Although most writers will assert that there's nothing inherently male about the activity, it is extremely competitive. Farrell explains the predominant attitude toward gaining respect: "Rule number one is, 'You suck until further notice.' There are very few people of either gender who can stand up to the kind of criticism that is at the core of graffiti competition ... It's trial by fire to come up in the graffiti world ... Few women—few artists, for that matter—want to compete that hard for that long, and it takes a kind of single-minded determination that is hard to maintain. It might be that the opportunities for distraction are greater than the rewards of continuing for most female writers."

Good old-fashioned sexism surely plays a role, too. "[W]hen women come into the arena and compete with the men instead of competing for the men, those women are seen as sexual suspects," says Farrell. "Maybe they're lesbians, maybe they're whores, maybe they're property of some male writers.... In any case, they are a different, less comfortable kind of woman for the men to deal with."

Safety is another consideration. Some girls feel more secure working with a female partner or crew; others are brought into the fold by respected male writers who can provide protection. But Erotica 67, who has been writing since the fifth grade, says that being a woman has some perks when it comes to legal issues. After one close scrape with the police, she believes she was able to avoid trouble because she was a woman with a child.

Do women rock it differently from men stylistically? It depends on who you ask. Erotica, whose tag name is a tribute to early underground comic artist Vaughn Bodé (creator of the Deadbone Erotica characters that still feature prominently in graf pieces), doesn't think it breaks down strictly along the gender line. "There are different levels 'til you feel you have reached a tight design," she says. "And both males and females go through those levels equally."

Farrell concurs: "In the beginning it shows. As women further develop their own style inside graffiti aesthetics, however, these differences can disappear."

Often the pieces done by women do have a curvier, more colorful, more feminine feel. A uniquely female contribution to the culture is not to be discounted; indeed, girl artists are likely to get noticed for their gender alone.

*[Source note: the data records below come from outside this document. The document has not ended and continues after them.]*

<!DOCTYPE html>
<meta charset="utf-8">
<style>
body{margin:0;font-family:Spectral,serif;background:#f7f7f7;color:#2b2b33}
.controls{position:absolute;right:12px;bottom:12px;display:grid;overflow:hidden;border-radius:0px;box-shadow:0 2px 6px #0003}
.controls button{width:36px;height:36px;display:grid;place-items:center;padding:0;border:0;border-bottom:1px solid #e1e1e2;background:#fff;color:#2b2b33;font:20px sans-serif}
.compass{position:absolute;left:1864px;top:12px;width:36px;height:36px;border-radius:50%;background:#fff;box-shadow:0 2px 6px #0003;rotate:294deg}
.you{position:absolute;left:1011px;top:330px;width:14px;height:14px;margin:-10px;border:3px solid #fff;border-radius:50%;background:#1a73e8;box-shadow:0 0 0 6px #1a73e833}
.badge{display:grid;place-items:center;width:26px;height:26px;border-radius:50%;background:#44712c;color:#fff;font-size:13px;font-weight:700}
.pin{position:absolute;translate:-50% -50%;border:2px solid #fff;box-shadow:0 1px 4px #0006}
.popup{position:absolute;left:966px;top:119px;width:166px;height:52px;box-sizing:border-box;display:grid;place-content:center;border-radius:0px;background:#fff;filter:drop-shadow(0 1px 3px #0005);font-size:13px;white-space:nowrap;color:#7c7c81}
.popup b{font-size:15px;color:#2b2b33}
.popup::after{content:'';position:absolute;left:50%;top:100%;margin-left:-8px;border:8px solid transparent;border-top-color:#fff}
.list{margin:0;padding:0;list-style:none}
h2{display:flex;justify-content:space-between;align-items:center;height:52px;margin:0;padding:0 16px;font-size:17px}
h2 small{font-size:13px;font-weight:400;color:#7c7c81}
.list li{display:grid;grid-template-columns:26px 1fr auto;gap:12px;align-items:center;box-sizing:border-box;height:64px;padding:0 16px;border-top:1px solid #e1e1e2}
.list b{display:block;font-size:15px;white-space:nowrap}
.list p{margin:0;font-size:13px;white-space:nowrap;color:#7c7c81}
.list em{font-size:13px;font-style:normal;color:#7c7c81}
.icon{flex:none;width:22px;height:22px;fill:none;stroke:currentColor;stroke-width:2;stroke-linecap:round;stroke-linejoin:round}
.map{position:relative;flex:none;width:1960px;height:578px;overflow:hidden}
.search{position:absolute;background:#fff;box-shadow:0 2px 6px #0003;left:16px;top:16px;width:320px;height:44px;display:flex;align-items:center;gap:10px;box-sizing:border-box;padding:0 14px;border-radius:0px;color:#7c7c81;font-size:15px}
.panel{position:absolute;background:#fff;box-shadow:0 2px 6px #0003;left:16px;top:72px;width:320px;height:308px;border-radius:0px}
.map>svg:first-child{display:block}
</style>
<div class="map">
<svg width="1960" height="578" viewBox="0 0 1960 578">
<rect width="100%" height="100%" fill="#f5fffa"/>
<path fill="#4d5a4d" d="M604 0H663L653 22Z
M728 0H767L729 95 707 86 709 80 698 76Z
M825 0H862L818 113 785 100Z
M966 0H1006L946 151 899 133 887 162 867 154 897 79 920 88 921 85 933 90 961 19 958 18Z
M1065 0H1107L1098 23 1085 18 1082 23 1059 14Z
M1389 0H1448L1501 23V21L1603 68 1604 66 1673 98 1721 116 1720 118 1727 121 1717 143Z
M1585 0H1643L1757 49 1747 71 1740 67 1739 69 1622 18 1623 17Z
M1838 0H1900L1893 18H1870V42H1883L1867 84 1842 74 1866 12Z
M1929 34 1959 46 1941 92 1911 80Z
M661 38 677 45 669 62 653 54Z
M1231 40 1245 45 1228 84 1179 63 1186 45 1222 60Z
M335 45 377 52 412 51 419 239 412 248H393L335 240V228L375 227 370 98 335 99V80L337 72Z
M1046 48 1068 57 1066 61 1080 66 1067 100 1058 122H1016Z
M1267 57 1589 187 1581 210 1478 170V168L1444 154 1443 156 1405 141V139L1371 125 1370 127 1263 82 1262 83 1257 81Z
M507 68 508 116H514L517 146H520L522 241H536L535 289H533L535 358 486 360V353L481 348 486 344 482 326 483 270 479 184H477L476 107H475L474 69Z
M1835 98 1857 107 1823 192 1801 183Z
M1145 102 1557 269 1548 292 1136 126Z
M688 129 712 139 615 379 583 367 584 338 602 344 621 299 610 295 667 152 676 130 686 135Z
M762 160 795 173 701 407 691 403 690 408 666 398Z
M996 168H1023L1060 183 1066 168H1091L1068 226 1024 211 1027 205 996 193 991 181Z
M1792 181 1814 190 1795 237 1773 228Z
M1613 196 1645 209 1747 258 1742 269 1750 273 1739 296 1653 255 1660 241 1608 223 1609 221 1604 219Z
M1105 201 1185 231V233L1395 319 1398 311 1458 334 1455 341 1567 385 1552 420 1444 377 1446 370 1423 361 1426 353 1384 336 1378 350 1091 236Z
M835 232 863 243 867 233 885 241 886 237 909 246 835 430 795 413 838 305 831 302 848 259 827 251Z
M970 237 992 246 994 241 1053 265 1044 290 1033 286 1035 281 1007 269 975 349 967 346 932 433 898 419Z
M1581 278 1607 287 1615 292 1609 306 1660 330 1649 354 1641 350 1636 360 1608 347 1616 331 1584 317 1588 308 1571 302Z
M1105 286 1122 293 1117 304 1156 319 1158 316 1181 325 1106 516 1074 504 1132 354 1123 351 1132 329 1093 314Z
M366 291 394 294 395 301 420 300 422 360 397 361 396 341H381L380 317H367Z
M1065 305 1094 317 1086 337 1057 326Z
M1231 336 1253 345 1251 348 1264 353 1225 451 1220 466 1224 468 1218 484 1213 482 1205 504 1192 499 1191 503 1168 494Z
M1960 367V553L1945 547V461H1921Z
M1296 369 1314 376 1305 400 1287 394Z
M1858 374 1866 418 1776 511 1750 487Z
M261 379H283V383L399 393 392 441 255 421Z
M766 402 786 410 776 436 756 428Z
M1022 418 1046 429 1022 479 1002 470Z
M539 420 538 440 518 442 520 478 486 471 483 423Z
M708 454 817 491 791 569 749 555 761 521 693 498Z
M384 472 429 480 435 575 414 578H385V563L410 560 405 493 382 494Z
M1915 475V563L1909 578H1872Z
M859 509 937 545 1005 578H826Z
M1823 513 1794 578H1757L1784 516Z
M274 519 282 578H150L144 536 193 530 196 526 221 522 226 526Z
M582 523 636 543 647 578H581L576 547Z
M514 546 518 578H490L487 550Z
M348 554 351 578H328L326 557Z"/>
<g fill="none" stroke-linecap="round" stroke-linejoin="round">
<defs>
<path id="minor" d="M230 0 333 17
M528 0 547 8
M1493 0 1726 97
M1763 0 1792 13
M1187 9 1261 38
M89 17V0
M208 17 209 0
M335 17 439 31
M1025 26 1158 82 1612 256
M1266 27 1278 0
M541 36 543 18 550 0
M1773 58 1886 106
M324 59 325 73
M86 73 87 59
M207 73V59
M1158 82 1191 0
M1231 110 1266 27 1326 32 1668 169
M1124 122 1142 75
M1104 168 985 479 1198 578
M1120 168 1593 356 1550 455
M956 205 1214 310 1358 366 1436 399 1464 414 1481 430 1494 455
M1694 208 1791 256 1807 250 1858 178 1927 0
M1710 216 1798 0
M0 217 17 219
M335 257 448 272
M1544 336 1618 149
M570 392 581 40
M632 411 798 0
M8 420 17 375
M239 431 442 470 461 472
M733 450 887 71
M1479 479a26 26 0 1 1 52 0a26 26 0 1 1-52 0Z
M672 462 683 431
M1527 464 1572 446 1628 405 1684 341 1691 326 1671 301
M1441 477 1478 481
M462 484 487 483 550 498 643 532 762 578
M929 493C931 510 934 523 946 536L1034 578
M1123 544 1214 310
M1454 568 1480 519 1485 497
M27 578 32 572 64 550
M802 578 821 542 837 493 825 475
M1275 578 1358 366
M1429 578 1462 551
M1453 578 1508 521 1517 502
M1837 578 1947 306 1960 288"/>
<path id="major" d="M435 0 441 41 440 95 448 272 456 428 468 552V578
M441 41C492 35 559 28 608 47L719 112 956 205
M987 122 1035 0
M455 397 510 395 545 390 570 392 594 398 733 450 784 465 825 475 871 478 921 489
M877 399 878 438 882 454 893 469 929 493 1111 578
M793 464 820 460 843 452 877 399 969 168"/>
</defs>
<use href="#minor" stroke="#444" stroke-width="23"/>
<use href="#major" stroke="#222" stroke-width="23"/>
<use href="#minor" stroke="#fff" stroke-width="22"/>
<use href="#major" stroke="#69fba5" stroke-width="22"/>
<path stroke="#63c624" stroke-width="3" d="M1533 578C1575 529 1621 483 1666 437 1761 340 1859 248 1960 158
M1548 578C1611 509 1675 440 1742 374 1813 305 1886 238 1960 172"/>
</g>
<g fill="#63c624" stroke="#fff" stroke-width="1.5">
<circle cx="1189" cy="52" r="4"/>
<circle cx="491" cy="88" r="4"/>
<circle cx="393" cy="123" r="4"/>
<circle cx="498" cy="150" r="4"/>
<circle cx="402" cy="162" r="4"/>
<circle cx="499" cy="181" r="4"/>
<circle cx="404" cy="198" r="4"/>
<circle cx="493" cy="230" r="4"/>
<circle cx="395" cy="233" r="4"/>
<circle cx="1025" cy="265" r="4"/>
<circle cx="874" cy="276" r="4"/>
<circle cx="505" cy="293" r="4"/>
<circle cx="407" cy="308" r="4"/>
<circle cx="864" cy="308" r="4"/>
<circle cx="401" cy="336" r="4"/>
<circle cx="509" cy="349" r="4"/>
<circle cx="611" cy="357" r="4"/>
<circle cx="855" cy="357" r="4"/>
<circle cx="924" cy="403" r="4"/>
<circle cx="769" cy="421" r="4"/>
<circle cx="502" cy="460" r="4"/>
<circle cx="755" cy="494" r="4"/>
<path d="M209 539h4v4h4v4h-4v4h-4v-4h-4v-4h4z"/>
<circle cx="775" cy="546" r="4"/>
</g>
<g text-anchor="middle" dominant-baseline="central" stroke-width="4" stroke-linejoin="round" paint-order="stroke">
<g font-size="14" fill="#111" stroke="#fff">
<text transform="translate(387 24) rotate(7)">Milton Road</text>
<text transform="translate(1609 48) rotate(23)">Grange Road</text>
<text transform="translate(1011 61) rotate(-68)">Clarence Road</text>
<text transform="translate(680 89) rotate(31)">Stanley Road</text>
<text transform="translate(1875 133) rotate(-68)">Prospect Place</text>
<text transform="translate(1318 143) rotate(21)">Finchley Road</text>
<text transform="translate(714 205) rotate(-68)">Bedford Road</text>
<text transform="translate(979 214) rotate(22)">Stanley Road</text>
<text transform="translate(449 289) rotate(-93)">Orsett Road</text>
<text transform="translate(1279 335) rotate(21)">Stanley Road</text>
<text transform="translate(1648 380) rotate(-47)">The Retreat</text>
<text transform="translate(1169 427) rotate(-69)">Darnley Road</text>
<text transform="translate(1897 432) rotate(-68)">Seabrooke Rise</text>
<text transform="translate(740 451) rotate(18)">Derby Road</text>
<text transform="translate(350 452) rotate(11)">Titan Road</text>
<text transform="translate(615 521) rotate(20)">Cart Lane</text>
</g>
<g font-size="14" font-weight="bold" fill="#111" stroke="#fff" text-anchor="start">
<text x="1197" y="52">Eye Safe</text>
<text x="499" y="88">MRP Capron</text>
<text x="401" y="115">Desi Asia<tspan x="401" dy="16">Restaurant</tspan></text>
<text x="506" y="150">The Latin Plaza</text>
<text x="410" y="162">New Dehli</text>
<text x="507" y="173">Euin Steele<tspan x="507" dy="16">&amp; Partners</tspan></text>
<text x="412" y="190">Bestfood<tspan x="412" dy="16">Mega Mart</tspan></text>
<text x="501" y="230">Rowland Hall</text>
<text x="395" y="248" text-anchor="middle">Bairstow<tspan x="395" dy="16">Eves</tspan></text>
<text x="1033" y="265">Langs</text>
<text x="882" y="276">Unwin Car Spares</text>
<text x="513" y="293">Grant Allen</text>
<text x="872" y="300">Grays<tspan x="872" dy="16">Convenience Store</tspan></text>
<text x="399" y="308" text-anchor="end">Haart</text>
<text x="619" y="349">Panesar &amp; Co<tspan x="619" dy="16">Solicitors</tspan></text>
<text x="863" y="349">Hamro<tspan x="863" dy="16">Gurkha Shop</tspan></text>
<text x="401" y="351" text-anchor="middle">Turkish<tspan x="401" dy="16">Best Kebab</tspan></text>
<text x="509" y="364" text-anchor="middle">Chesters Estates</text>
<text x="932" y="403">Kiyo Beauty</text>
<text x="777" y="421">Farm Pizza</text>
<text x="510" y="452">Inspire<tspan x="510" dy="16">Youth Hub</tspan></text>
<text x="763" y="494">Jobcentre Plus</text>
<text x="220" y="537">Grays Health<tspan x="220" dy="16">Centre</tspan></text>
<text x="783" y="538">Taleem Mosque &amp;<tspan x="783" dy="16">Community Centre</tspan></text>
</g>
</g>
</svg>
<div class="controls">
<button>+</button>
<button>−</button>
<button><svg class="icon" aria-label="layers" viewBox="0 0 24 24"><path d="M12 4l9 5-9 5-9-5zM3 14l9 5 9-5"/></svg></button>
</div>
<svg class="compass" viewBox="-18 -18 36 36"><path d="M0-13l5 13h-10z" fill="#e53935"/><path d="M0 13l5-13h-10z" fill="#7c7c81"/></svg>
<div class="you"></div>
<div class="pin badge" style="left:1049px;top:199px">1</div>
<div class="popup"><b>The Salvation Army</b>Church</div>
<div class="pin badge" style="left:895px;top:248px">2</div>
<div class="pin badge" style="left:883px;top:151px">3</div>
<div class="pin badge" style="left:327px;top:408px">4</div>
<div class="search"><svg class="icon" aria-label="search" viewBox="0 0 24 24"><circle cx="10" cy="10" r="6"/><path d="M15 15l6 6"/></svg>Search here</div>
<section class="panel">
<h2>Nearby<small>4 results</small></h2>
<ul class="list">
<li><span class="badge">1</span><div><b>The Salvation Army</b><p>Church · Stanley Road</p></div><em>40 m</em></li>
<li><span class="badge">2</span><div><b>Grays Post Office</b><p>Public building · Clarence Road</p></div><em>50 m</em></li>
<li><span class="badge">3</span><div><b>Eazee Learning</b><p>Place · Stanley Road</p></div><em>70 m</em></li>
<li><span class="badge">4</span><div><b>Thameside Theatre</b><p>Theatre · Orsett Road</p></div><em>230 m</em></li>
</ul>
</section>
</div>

Very recently, the influence of the Internet has affected both male and female writers. It's not a huge conceptual leap from the clandestine midnight marauder of the urban landscape to a digital artist whose identity is no more than an e-mail handle. Explains Farrell, "Artists online can easily be both famous and anonymous at the same time. Most important, the Internet is a global medium. If you make it on the 'net, you've gained worldwide fame, which has always been the primary goal of graffiti writing."

The Web can also offer a warmer and more inclusive community for women who might not otherwise make same-gender connections. Erotica says that meeting fellow girl writer Diva online "opened my eyes that there were other females out there who love the art form with as much respect for themselves as I did."

One look at such a digital meeting place can reveal that a dissection of gender issues isn't everybody's cup of tea. On the Writers' Forum discussion group, artist Antik rants: "This is the kinda shit I hate. Getting into male and female garbage.... So many times when a deejay rolls into town and happens to be female, she gets paraded around like some long lost newly discovered creature. Who gives a fuck with something like graffiti or dee-jaying if you're a guy or a girl? Really... it makes no damn bit of difference."

Yet the women themselves identify strongly with their status as girls playing a boys' game. At 23, Australian-based Tash is one of the more established female writers worldwide. She says she started writing in primary school because she was "sick of try-hard chicks around me who did nothing positive for the culture (except fucking the b-boys)."

In the end, it's only the love of the lifestyle that strings together this scattered group of individuals who humanize our cities, imposing structures. As writer Diva says: "I never thought picking up a can that one time would change my life so drastically so quickly ... it was like giving drugs to a drug addict."